** EXERCISE GOAL **
Read through the listing below and copy each line in which the word "bottom" occurs.

** SOURCE RECORDS **
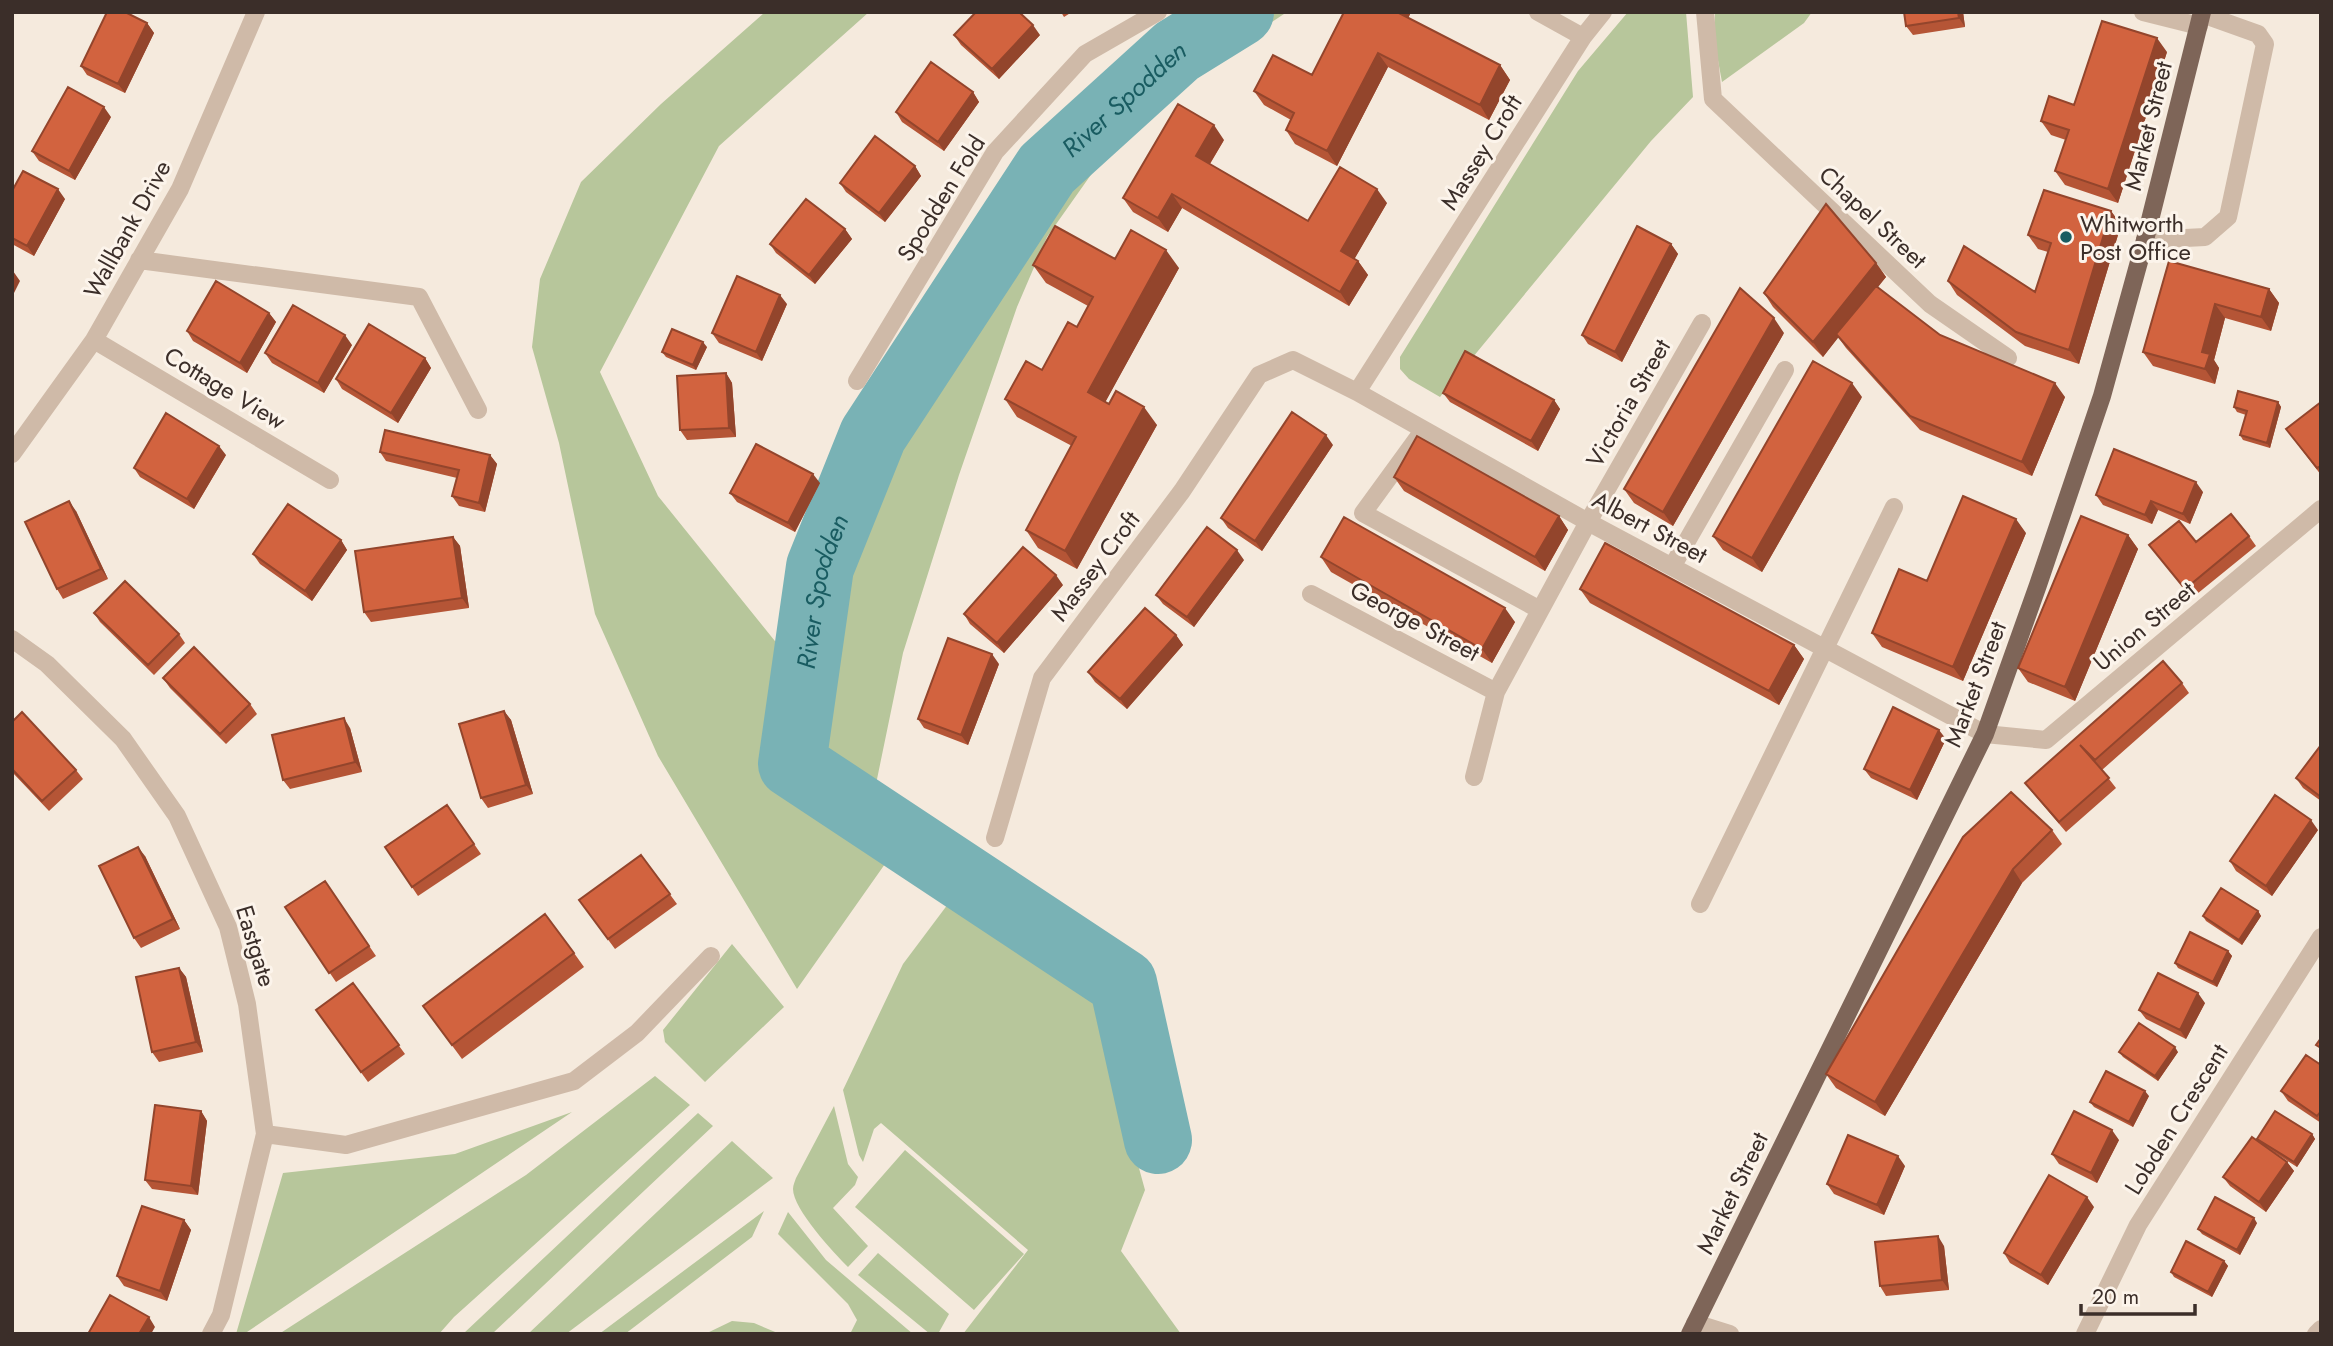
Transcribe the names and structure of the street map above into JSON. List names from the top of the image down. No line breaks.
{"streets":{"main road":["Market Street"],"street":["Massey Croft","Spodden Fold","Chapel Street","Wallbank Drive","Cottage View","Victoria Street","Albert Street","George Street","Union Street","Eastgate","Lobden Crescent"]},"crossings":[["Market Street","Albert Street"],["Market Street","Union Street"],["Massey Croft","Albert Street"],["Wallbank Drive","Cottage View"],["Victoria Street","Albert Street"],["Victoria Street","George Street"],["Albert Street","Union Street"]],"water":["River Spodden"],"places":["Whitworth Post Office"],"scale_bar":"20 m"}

---

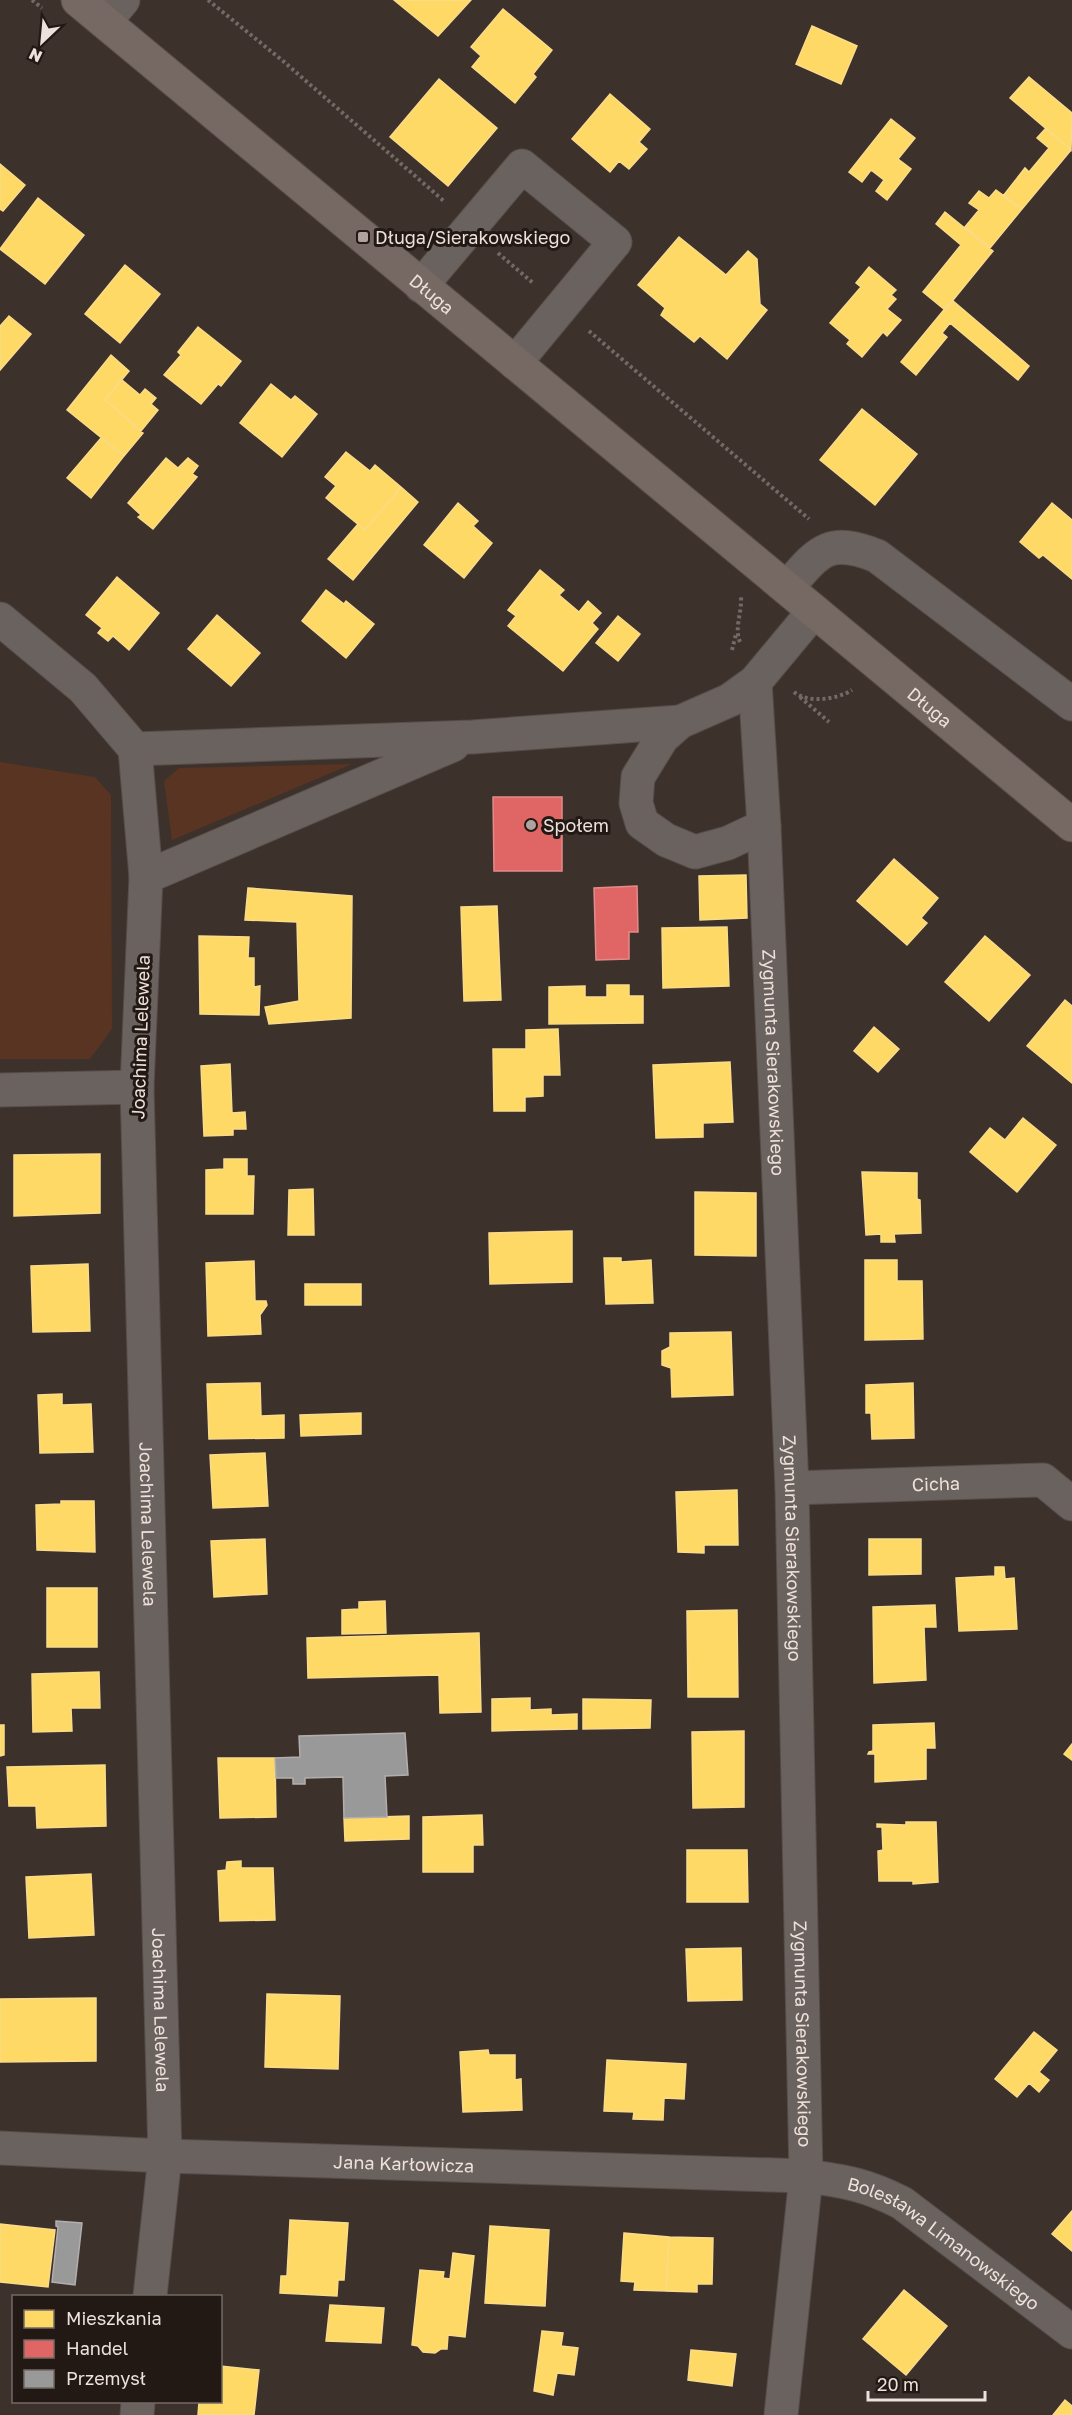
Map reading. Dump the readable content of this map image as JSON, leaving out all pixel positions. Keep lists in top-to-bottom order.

* * *

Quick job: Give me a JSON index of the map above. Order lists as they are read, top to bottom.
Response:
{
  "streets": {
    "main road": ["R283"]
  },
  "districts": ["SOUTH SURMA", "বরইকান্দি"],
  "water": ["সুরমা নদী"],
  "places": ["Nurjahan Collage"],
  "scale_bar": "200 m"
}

** ANSWER BOX **
Map reading. Dump the readable content of this map image as JSON, leaving out all pixel positions. Keep lists in top-to-bottom order.
Quick job: Give me a JSON index of the map above. Order lists as they are read, top to bottom.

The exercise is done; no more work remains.